(What you need to do): Should a line in the entries below contain "sans", return that line.

════════

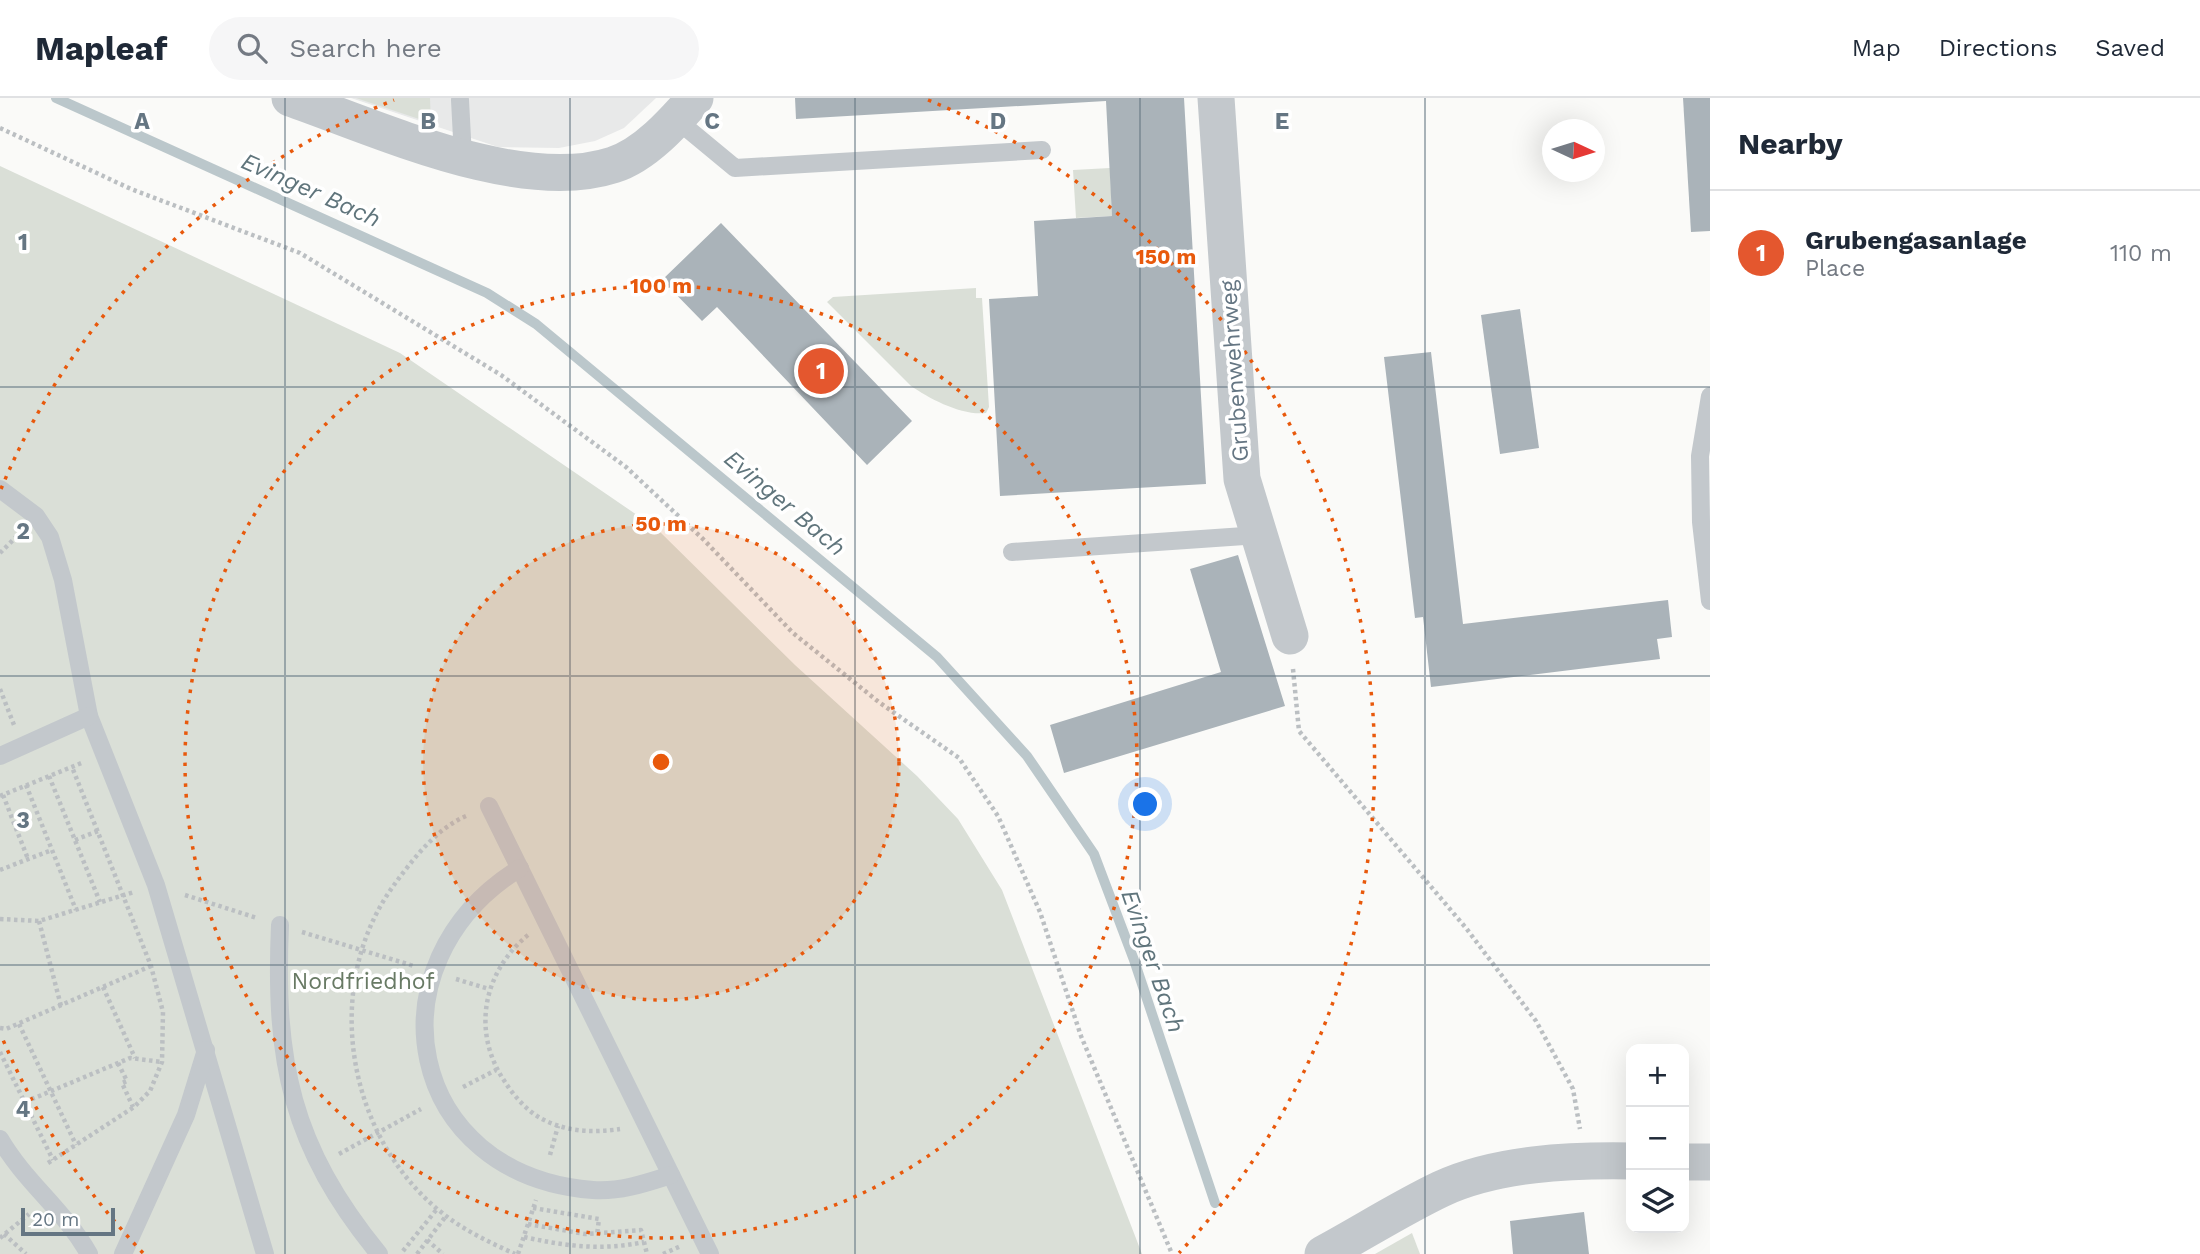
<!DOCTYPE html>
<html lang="en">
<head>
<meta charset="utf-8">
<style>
  :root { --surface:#fff; --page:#f6f6f7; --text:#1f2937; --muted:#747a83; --line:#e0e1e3; --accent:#e4572e }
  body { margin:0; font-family:"Work Sans",sans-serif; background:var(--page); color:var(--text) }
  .controls { position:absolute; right:21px; bottom:21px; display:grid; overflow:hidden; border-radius:14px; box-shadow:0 7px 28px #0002 }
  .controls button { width:63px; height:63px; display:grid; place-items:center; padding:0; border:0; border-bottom:2px solid var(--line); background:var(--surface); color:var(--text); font:35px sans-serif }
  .compass { position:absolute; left:1542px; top:21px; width:63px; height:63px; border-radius:50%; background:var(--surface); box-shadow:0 7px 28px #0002; rotate:94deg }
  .scale { position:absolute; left:21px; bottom:18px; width:94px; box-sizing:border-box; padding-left:7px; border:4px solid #657683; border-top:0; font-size:19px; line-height:24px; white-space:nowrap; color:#657683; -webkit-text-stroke:5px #fff; paint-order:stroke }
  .you { position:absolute; left:1146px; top:707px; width:24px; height:24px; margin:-18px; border:5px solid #fff; border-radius:50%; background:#1a73e8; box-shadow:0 0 0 10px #1a73e833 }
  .badge { display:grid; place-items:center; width:46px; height:46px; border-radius:50%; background:var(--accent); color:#fff; font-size:23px; font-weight:700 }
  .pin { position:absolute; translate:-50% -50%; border:4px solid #fff; box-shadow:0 2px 7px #0006 }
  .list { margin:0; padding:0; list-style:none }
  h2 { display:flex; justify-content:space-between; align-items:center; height:91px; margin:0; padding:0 28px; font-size:30px }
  h2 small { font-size:23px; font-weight:400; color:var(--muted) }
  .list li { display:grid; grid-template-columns:46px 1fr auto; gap:21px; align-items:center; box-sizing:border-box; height:126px; padding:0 28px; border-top:2px solid var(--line) }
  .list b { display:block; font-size:26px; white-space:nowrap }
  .list p { margin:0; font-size:23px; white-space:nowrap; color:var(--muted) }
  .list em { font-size:23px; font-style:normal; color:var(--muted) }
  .icon { flex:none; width:38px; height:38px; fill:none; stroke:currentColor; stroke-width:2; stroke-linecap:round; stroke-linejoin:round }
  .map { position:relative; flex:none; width:1710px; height:1156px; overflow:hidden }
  header { display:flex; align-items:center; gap:42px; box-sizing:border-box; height:98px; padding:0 35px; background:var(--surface); border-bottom:2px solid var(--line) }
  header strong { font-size:33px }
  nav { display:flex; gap:38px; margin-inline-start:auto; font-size:24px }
  .search { width:490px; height:63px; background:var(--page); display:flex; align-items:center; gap:18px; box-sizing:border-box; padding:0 24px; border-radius:38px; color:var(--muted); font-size:26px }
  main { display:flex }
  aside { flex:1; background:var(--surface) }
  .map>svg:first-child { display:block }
  .built { fill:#e8e9e9 }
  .green { fill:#dadfd7 }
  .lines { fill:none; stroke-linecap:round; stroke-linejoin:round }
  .stream { stroke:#bbc7cb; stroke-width:10 }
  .building { fill:#aab3b9 }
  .path { stroke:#bbbfc2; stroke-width:4.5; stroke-dasharray:3.5 3.5; stroke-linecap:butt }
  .lane { stroke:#c3c8cc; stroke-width:18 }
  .street { stroke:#c3c8cc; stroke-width:37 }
  .grid { fill:none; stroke:#657683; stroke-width:2; stroke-opacity:0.55 }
  .ring { fill:none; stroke:#e8590c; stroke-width:3.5; stroke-dasharray:3.5 7 }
  .labels { text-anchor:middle; stroke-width:7; stroke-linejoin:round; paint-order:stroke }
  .street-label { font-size:23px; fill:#657683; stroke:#fff }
  .park-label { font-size:23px; fill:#687a64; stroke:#fff }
  .water-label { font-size:24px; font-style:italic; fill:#60757c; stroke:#fff }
  .grid-label { font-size:23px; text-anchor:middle; font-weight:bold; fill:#657683; stroke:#fff; stroke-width:7; stroke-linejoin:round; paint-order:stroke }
  .centre { fill:#e8590c; stroke:#fff; stroke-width:3.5 }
  .ring-label { font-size:21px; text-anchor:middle; font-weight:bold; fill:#e8590c; stroke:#fff; stroke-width:7; stroke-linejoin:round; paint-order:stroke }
</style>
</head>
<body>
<header>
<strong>Mapleaf</strong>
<div class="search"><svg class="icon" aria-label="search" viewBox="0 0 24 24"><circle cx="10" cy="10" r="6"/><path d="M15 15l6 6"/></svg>Search here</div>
<nav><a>Map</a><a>Directions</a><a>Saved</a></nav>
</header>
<main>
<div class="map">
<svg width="1710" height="1156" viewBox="0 0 1710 1156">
  <rect width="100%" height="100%" fill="#fafaf8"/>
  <!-- built -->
  <path class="built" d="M351 0H656L624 30 595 43 559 50 498 49Z"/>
  <!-- green -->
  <g class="green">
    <path d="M356 0H430L431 25Z"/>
    <path d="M0 68 400 255 656 430 795 567 917 678 958 721 1002 792 1142 1156H0Z"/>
    <path d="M1110 70 1112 118 1076 120 1073 72Z"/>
    <path d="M976 190V200H982L989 309 986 315C962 318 930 301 911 288L827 204 833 199Z"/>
    <path d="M1412 1135 1420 1156H1375Z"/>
  </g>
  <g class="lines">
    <!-- stream -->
    <path class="stream" d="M56 0 487 195 536 226 937 559 1027 658 1094 756 1134 862 1215 1105"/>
  </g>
  <!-- building -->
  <g class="building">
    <path d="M795 0H1184L1206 386 1000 398 989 201 1038 198 1034 123 1112 118 1106 3 796 21Z"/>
    <path d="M1683 0H1710V133L1691 134Z"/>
    <path d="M721 125 912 323 867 367 717 209 702 223 662 182Z"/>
    <path d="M1520 211 1539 350 1500 356 1481 217Z"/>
    <path d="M1431 254 1463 526 1668 502 1672 539 1657 541 1660 561 1431 589 1423 519 1415 520 1384 259Z"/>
    <path d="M1238 457 1285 608 1064 675 1050 627 1221 574 1190 471Z"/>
    <path d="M1584 1114 1589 1156H1513L1510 1123Z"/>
  </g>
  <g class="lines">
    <!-- path -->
    <g class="path">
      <path d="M0 30 131 91 300 155 501 277 626 369 703 441 793 535 880 605 959 660 998 718 1040 814 1081 938 1172 1156"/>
      <path d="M0 455 19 436"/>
      <path d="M1293 571 1299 633 1466 830 1536 923 1573 991 1580 1031"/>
      <path d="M0 591 14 627"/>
      <path d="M49 678 100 804"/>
      <path d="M26 687 76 812"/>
      <path d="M3 697 28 761"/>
      <path d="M0 698 84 664"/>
      <path d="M466 718C436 731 413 761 394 787 321 887 346 1038 441 1114 463 1132 489 1144 515 1156"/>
      <path d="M75 742 98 733"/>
      <path d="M0 772 52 752"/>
      <path d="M185 797 257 820"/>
      <path d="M0 821 39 823 134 794"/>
      <path d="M39 823 61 908"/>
      <path d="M302 834 414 868"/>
      <path d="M528 837C483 874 471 934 505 984 514 998 527 1013 542 1021 567 1034 593 1035 620 1031"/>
      <path d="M456 881 489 891"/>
      <path d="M103 889 135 960"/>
      <path d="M19 926 76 1047"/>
      <path d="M0 930 6 931 151 868"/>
      <path d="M0 954 53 1062"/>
      <path d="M118 965 127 983 122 985 133 1009"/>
      <path d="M463 989 496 972"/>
      <path d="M25 1004 130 960 162 964"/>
      <path d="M339 1056 421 1011"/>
      <path d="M550 1057 558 1028"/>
      <path d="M48 1065 134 1009 150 993 162 964 163 914 151 868 72 669"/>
      <path d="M533 1110 599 1121 597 1137"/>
      <path d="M528 1126 585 1136 641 1132 647 1156"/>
      <path d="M4 1136 26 1156"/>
      <path d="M524 1139C565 1148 602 1153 644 1144"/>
      <path d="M0 1140 29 1116"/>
      <path d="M427 1142 443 1156"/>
      <path d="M403 1153 437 1111"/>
      <path d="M417 1156 446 1118"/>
      <path d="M518 1156 536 1102"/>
      <path d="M663 1156 681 1148"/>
    </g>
    <!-- lane -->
    <g class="lane">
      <path d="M460 2 463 59"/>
      <path d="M677 22 735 70 1042 52"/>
      <path d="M1710 298 1700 358 1701 424 1710 503"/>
      <path d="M0 391 36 418 50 439 63 482 89 618 156 787 265 1156"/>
      <path d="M1012 454 1259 437"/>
      <path d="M0 658 89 618"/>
      <path d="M489 708 710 1156"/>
      <path d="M520 770C365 866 406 1078 593 1092 620 1094 646 1085 671 1077"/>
      <path d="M280 827C274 964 291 1048 379 1156"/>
      <path d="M0 1041C25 1084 65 1113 89 1156"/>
      <path d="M123 1156 186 1017 206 952"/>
    </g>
    <!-- street -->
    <g class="street">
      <path d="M290 0C379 31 521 97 613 67 645 57 674 24 695 0"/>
      <path d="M1216 0 1242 381 1290 538"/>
      <path d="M1684 1064H1710"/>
      <path d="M1323 1156C1362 1135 1401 1110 1441 1091 1497 1065 1570 1062 1631 1063"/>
    </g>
  </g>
  <!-- grid -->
  <path class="grid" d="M285 0V1156M570 0V1156M855 0V1156M1140 0V1156M1425 0V1156M0 289H1710M0 578H1710M0 867H1710"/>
  <!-- distance rings -->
  <circle cx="661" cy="664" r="238" fill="#e8590c" fill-opacity=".12"/>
  <g class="ring">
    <circle cx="661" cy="664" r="238"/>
    <circle cx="661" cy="664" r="476"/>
    <path d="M143 1155A714 714 0 0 1 1 937M1 391A714 714 0 0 1 394 2M928 2A714 714 0 0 1 1179 1155"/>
  </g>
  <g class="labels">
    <!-- street labels -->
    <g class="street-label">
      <text transform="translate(1234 273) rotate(-94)" y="8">Grubenwehrweg</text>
    </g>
    <!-- park labels -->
    <g class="park-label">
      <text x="363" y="891">Nordfriedhof</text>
    </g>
    <!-- water labels -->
    <g class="water-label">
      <text transform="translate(311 92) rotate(24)" y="8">Evinger Bach</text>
      <text transform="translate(785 405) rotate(40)" y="8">Evinger Bach</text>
      <text transform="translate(1153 863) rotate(71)" y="8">Evinger Bach</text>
    </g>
  </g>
  <g class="grid-label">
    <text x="142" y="31">A</text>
    <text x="428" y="31">B</text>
    <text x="712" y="31">C</text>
    <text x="998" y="31">D</text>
    <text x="1282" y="31">E</text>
    <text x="23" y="152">1</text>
    <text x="23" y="441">2</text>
    <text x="23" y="730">3</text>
    <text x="23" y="1019">4</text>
  </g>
  <circle cx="661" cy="664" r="10" class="centre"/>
  <g class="ring-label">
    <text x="1166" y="166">150 m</text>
    <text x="661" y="195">100 m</text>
    <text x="661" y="433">50 m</text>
  </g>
</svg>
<div class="controls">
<button>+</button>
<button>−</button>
<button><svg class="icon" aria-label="layers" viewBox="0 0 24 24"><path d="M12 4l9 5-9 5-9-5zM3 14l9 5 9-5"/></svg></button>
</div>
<svg class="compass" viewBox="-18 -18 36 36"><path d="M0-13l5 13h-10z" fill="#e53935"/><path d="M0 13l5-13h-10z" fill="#747a83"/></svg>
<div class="scale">20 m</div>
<div class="you"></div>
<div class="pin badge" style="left:821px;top:273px">1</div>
</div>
<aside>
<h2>Nearby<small></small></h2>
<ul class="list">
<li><span class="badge">1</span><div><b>Grubengasanlage</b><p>Place</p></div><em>110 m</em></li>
</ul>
</aside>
</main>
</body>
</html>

════════

(Task answer):
  body { margin:0; font-family:"Work Sans",sans-serif; background:var(--page); color:var(--text) }
  .controls button { width:63px; height:63px; display:grid; place-items:center; padding:0; border:0; border-bottom:2px solid var(--line); background:var(--surface); color:var(--text); font:35px sans-serif }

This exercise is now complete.